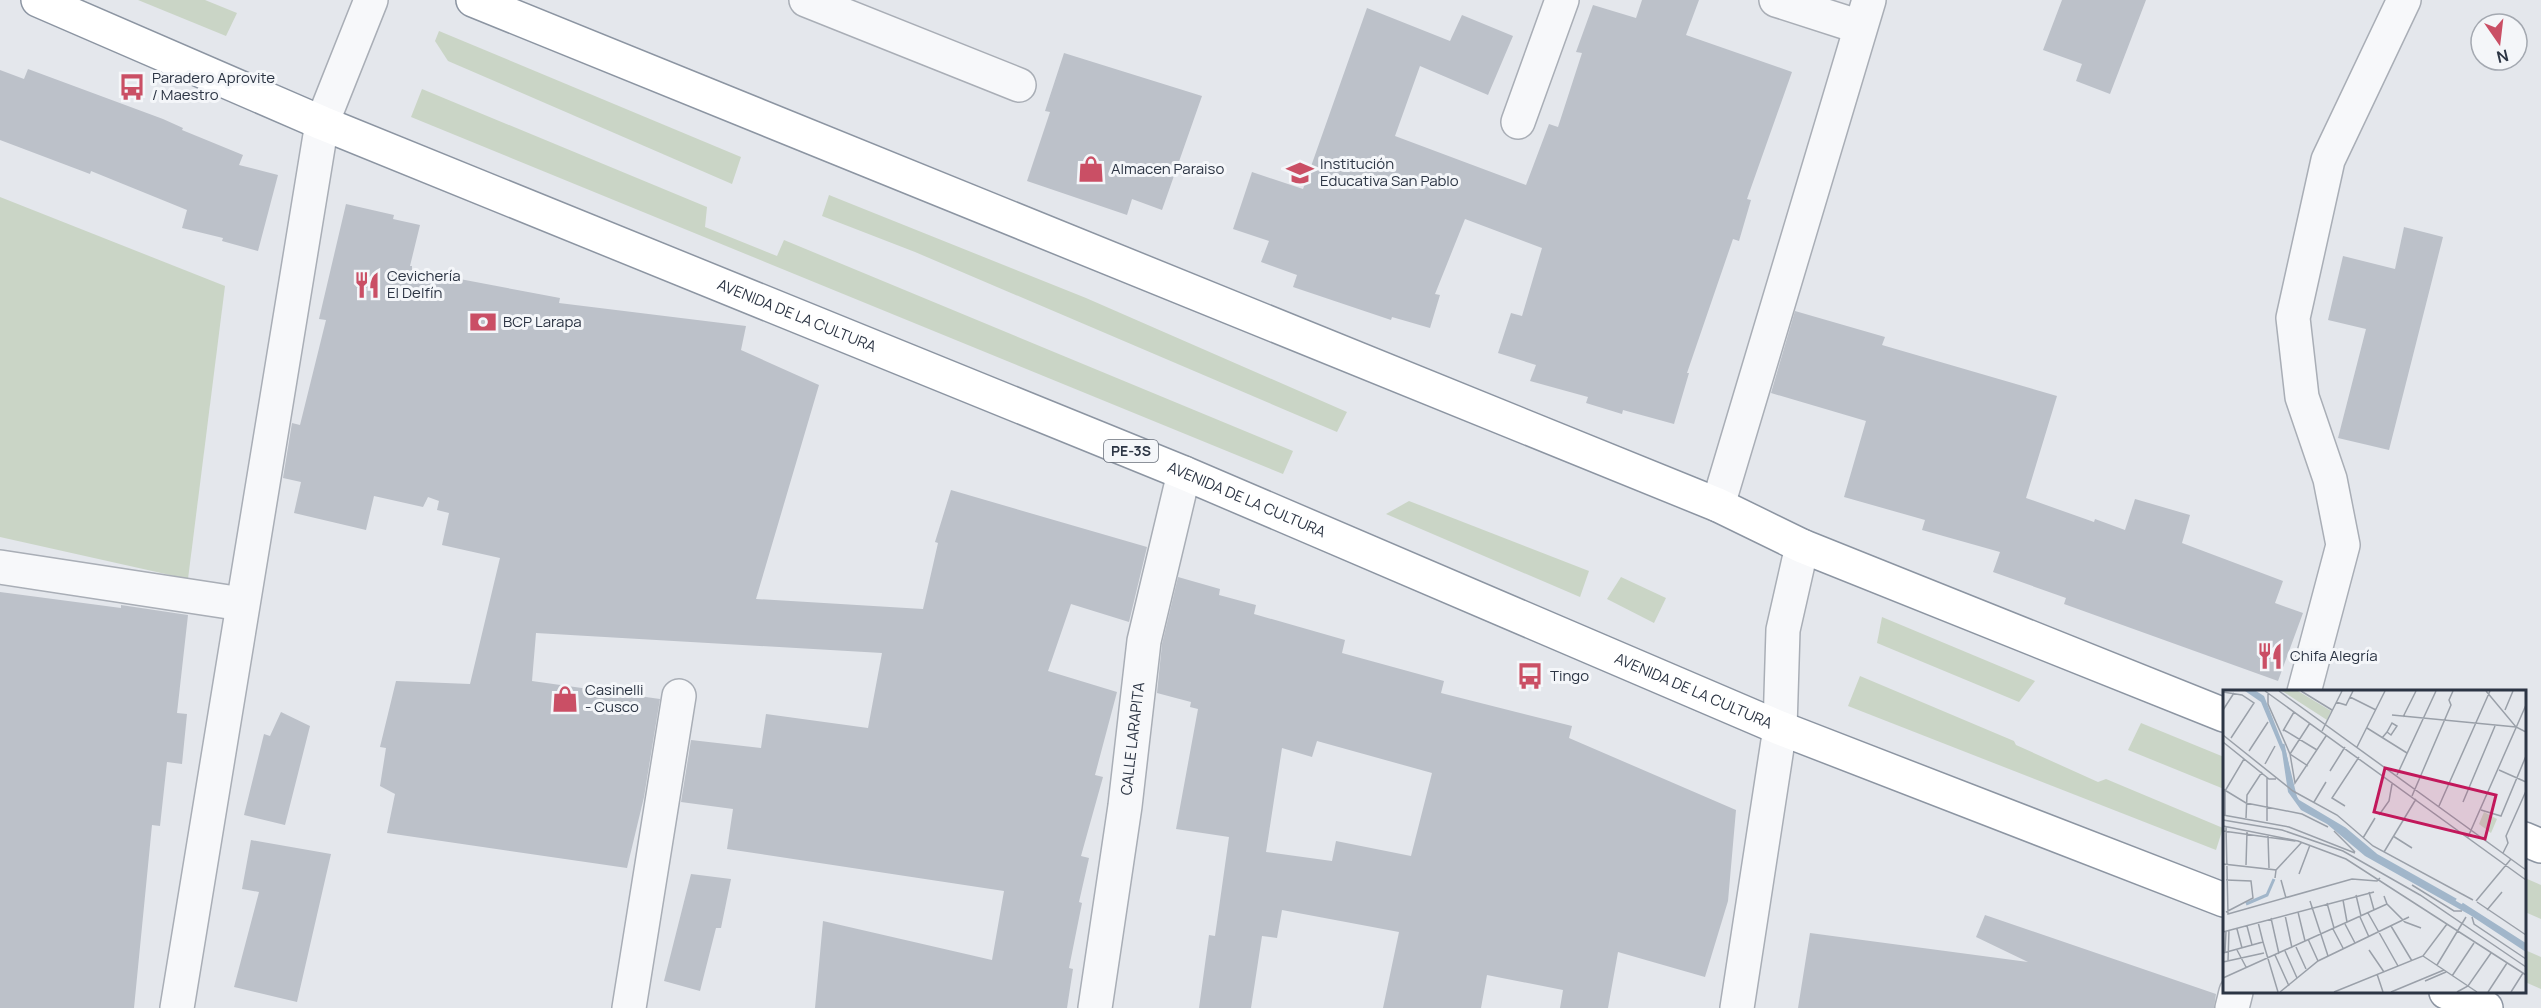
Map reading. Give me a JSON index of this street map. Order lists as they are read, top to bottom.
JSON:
{
  "streets": {
    "highway": ["AVENIDA DE LA CULTURA", "PE-3S"],
    "street": ["CALLE LARAPITA"]
  },
  "crossings": [
    ["AVENIDA DE LA CULTURA", "CALLE LARAPITA"]
  ],
  "places": {
    "bus stop": ["Paradero Aprovite / Maestro", "Tingo"],
    "shop": ["Almacen Paraiso", "Casinelli - Cusco"],
    "school or university": ["Institución Educativa San Pablo"],
    "restaurant": ["Cevichería El Delfín", "Chifa Alegría"],
    "bank": ["BCP Larapa"]
  },
  "north": "bottom"
}
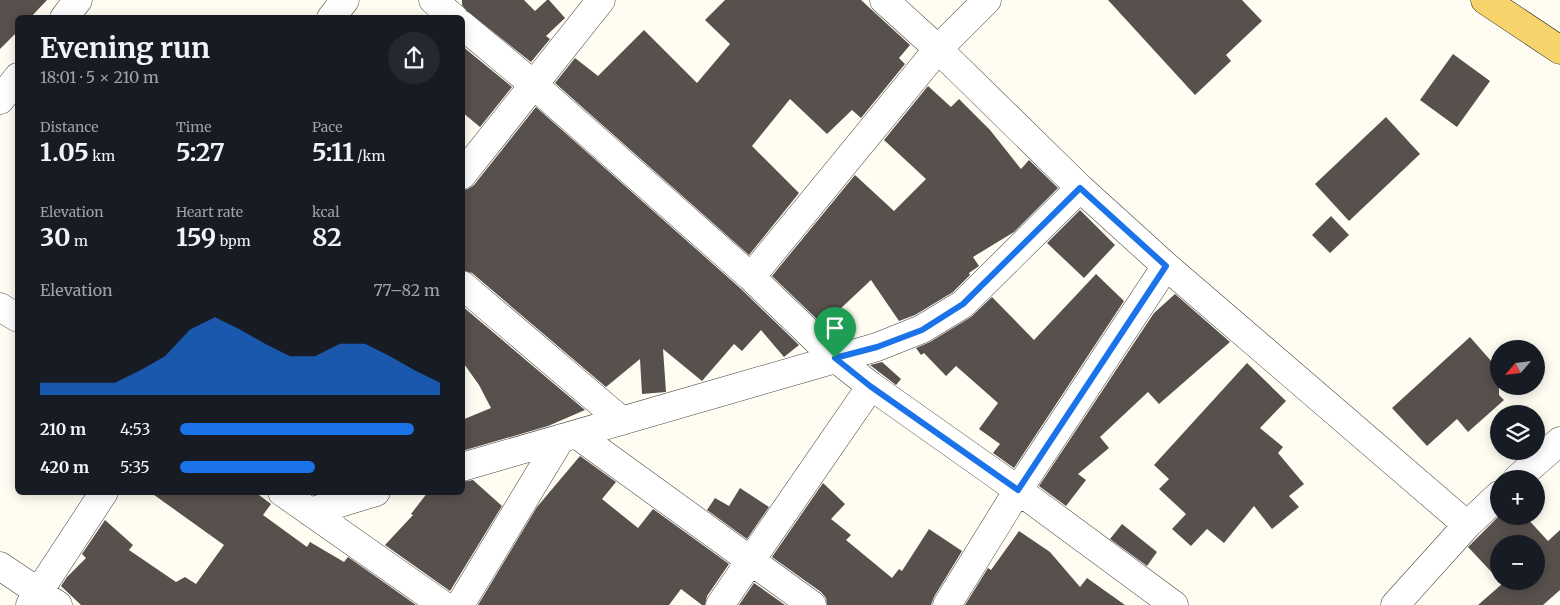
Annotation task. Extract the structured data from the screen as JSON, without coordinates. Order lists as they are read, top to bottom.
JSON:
{
  "north": "bottom left",
  "page": {
    "heading": ["Evening run", "18:01 · 5 × 210 m"],
    "stats": [
      ["Distance", "1.05 km"],
      ["Time", "5:27"],
      ["Pace", "5:11 /km"],
      ["Elevation", "30 m"],
      ["Heart rate", "159 bpm"],
      ["kcal", "82"]
    ],
    "chart": ["Elevation", "77–82 m"],
    "map_buttons": ["+", "−"],
    "list": [
      {
        "name": "210 m",
        "note": "4:53"
      },
      {
        "name": "420 m",
        "note": "5:35"
      }
    ]
  }
}
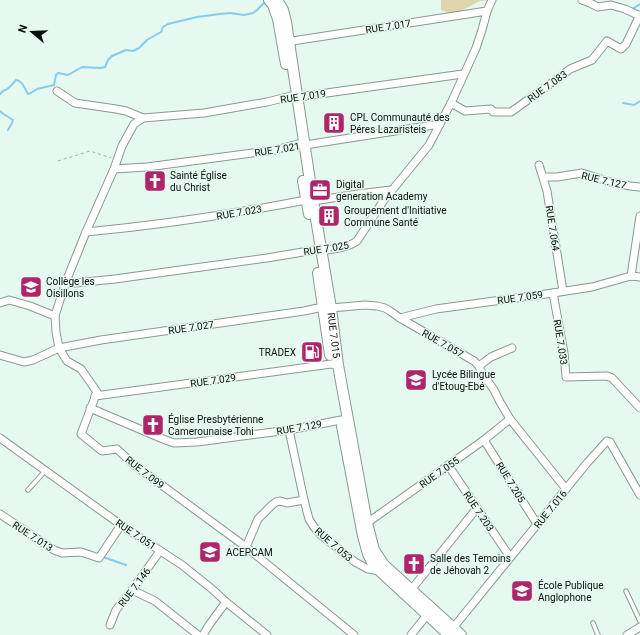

### EXERCISE PROMPT
Except for the pictures, print the data above exactly.

### OUTPUT OF THE TASK
Map reading. Give me a JSON index of this street map. Order lists as they are read, top to bottom.
JSON:
{
  "streets": {
    "highway": ["AVENIDA DE LA CULTURA", "PE-3S"],
    "street": ["CALLE LARAPITA"]
  },
  "crossings": [
    ["AVENIDA DE LA CULTURA", "CALLE LARAPITA"]
  ],
  "places": {
    "bus stop": ["Paradero Aprovite / Maestro", "Tingo"],
    "shop": ["Almacen Paraiso", "Casinelli - Cusco"],
    "school or university": ["Institución Educativa San Pablo"],
    "restaurant": ["Cevichería El Delfín", "Chifa Alegría"],
    "bank": ["BCP Larapa"]
  },
  "north": "bottom"
}
Annotation task. Extract the structured data from the screen as JSON, without coordinates. Order lists as they are read, top to bottom.
JSON:
{
  "north": "bottom left",
  "page": {
    "heading": ["Evening run", "18:01 · 5 × 210 m"],
    "stats": [
      ["Distance", "1.05 km"],
      ["Time", "5:27"],
      ["Pace", "5:11 /km"],
      ["Elevation", "30 m"],
      ["Heart rate", "159 bpm"],
      ["kcal", "82"]
    ],
    "chart": ["Elevation", "77–82 m"],
    "map_buttons": ["+", "−"],
    "list": [
      {
        "name": "210 m",
        "note": "4:53"
      },
      {
        "name": "420 m",
        "note": "5:35"
      }
    ]
  }
}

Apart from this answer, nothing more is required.